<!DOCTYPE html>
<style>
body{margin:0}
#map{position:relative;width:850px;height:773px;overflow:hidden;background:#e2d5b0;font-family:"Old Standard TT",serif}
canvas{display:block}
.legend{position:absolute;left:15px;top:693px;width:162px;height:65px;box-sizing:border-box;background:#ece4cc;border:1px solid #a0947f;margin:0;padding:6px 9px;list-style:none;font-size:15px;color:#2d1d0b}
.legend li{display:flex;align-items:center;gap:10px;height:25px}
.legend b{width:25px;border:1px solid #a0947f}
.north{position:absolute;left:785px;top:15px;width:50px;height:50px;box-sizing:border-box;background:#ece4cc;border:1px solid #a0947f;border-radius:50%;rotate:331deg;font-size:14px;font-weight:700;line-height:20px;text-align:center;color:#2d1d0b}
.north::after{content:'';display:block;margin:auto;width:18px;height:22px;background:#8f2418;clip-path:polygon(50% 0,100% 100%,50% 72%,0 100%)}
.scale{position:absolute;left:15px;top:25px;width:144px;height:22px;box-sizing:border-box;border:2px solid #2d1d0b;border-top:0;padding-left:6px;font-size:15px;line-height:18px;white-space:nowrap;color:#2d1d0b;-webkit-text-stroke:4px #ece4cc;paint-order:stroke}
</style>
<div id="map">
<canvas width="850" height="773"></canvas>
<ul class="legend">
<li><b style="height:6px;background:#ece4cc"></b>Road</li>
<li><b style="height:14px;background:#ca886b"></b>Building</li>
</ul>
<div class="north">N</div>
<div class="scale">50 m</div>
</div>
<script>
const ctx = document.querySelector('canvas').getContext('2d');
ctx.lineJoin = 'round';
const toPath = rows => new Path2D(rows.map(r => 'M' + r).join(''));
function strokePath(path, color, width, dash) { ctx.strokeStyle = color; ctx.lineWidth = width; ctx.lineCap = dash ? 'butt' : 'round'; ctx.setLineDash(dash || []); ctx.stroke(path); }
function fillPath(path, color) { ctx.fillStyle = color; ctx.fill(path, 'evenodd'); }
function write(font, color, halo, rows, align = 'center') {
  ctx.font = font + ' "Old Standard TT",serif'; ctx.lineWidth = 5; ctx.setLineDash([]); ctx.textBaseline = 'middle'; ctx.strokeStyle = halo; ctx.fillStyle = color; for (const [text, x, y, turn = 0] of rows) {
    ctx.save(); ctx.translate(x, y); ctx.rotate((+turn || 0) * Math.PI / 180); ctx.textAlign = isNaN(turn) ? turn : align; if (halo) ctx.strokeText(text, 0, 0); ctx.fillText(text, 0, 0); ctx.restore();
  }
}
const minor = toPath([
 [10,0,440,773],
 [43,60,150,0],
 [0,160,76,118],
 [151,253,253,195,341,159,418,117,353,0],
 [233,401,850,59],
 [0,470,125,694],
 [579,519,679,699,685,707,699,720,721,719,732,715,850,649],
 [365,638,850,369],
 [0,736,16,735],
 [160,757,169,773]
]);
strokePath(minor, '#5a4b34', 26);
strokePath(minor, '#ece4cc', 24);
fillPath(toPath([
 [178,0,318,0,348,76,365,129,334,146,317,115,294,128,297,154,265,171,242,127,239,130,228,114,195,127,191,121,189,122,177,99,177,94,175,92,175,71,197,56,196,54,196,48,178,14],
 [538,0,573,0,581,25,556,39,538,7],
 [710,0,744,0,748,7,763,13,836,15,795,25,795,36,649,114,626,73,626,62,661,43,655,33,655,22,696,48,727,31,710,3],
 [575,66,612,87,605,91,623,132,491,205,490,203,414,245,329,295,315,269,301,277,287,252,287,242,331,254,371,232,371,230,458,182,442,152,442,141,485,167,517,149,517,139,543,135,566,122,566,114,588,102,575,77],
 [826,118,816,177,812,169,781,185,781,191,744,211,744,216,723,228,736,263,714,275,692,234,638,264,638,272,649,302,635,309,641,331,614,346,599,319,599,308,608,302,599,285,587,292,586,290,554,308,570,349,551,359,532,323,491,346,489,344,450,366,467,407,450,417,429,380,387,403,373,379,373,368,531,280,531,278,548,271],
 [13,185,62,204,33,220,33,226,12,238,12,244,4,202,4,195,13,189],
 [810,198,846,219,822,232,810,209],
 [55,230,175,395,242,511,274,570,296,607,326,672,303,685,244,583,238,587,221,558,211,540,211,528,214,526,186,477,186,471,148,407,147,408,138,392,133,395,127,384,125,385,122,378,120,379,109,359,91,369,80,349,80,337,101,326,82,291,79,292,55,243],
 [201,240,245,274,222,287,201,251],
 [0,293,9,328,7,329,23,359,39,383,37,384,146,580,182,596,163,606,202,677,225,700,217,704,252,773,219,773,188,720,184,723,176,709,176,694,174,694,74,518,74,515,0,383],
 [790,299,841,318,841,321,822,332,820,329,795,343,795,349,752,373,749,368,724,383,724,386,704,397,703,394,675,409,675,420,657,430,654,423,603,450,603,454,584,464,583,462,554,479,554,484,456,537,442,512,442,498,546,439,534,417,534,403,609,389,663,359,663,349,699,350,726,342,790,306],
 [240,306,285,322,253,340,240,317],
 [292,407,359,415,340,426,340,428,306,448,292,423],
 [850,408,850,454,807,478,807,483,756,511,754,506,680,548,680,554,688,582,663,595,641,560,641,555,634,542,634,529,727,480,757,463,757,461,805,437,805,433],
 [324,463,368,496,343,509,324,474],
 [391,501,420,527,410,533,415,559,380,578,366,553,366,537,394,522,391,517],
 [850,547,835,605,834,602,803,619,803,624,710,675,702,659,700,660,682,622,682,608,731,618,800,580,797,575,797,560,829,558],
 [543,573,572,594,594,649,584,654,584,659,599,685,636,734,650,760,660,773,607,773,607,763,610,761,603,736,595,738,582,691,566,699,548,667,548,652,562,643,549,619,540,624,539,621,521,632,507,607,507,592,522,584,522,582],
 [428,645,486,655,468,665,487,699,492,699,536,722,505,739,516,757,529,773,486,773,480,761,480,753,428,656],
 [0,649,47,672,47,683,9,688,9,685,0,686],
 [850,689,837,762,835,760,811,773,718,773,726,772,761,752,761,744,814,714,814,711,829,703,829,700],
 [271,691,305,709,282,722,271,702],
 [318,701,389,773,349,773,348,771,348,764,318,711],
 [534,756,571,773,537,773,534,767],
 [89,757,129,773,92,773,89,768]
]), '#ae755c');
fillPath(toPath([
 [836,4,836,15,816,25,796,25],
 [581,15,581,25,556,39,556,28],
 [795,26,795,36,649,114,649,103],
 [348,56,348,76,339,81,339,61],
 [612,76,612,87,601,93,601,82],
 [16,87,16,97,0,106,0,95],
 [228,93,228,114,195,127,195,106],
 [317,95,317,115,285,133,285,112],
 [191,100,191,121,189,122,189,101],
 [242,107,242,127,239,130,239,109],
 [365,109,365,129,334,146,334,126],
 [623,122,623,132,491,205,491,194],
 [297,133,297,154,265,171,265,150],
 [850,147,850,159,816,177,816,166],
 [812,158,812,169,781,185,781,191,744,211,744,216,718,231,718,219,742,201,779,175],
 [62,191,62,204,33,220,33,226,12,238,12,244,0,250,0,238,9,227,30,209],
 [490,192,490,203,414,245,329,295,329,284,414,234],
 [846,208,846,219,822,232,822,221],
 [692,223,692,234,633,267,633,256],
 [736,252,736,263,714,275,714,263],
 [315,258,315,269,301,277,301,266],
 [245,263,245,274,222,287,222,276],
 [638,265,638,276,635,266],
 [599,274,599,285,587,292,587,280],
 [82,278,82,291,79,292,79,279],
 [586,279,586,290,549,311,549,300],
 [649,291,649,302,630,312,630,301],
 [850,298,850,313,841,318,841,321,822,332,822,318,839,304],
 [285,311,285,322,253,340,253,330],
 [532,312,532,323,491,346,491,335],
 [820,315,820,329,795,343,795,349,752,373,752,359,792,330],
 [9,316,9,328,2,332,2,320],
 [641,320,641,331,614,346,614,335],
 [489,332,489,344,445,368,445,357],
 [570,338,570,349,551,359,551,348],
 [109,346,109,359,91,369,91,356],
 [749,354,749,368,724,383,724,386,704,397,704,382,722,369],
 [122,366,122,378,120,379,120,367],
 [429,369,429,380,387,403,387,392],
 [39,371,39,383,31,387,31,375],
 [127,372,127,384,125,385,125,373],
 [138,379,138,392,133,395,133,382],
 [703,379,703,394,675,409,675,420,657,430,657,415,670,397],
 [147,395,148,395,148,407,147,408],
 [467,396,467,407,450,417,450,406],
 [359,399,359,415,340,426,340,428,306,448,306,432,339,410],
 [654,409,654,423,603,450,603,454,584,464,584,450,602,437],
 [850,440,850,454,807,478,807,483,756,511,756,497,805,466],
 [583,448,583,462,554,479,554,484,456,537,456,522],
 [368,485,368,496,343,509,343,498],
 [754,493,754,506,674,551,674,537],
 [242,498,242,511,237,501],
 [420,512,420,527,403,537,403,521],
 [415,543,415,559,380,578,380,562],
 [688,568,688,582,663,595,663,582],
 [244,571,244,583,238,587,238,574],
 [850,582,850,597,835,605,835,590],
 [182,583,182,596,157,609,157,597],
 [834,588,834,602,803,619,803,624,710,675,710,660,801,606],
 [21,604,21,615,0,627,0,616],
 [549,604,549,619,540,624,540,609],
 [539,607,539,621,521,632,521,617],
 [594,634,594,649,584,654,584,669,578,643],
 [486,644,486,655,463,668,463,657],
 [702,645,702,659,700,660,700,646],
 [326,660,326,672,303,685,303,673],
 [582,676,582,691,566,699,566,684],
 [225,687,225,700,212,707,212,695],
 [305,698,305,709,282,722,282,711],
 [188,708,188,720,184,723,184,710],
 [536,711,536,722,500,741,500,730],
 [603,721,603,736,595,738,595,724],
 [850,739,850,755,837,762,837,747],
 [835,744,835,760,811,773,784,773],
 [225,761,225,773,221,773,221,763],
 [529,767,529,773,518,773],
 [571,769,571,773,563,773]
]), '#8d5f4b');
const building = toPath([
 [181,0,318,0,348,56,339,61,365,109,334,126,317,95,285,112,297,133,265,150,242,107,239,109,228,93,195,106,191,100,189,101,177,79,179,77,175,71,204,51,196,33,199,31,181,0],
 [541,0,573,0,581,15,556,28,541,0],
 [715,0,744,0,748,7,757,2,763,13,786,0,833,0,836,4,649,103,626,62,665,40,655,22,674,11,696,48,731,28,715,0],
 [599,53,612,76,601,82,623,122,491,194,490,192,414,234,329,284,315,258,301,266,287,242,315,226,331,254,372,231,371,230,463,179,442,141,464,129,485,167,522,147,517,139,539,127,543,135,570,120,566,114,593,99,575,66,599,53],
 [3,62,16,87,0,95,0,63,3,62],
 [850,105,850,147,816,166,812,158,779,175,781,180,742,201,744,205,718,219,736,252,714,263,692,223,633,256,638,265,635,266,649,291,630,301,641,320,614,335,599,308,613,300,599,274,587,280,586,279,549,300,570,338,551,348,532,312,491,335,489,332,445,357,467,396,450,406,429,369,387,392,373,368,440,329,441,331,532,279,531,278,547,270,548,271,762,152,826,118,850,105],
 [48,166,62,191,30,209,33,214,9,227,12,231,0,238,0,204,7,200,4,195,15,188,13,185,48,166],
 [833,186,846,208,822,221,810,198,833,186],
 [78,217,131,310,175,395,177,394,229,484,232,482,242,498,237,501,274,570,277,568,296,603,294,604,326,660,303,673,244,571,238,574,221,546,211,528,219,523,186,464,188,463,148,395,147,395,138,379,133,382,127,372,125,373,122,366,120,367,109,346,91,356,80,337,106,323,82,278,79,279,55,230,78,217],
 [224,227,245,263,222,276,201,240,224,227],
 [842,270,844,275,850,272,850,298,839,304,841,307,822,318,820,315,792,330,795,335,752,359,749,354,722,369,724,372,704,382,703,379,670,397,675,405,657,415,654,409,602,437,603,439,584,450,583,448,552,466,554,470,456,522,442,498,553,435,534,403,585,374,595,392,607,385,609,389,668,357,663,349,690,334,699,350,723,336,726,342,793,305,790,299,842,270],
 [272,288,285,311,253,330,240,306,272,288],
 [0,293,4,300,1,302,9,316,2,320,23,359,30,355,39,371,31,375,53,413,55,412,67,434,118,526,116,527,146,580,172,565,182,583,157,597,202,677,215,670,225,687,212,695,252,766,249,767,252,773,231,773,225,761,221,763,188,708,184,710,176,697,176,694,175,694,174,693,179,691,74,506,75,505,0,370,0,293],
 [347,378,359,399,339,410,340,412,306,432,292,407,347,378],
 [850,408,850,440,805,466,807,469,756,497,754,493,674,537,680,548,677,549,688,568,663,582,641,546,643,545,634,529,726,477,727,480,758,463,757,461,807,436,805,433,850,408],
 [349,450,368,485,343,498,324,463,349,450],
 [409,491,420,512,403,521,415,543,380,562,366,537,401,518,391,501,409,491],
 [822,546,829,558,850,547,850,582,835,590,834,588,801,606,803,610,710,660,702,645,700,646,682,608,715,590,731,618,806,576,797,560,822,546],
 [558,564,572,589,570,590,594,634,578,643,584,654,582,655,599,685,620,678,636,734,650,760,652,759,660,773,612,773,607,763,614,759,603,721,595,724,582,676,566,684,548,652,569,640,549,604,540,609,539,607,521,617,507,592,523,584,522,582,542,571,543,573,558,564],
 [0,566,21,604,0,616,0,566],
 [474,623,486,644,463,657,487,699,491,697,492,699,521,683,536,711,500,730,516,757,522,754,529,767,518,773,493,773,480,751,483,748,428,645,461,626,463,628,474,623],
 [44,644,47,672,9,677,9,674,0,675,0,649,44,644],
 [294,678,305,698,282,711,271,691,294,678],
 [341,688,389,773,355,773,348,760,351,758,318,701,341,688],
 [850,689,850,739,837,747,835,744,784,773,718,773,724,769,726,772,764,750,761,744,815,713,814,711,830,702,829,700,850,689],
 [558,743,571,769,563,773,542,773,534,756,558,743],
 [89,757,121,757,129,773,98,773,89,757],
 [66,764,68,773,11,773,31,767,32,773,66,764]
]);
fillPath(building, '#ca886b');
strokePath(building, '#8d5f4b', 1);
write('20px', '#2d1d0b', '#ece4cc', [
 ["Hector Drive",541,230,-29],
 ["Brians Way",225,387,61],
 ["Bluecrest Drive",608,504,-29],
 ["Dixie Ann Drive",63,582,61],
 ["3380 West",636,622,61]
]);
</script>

---+---

Spot every line in the entries that includes the word "fillStyle", and copy each one out.

» **Exercise answer**:
function fillPath(path, color) { ctx.fillStyle = color; ctx.fill(path, 'evenodd'); }
  ctx.font = font + ' "Old Standard TT",serif'; ctx.lineWidth = 5; ctx.setLineDash([]); ctx.textBaseline = 'middle'; ctx.strokeStyle = halo; ctx.fillStyle = color; for (const [text, x, y, turn = 0] of rows) {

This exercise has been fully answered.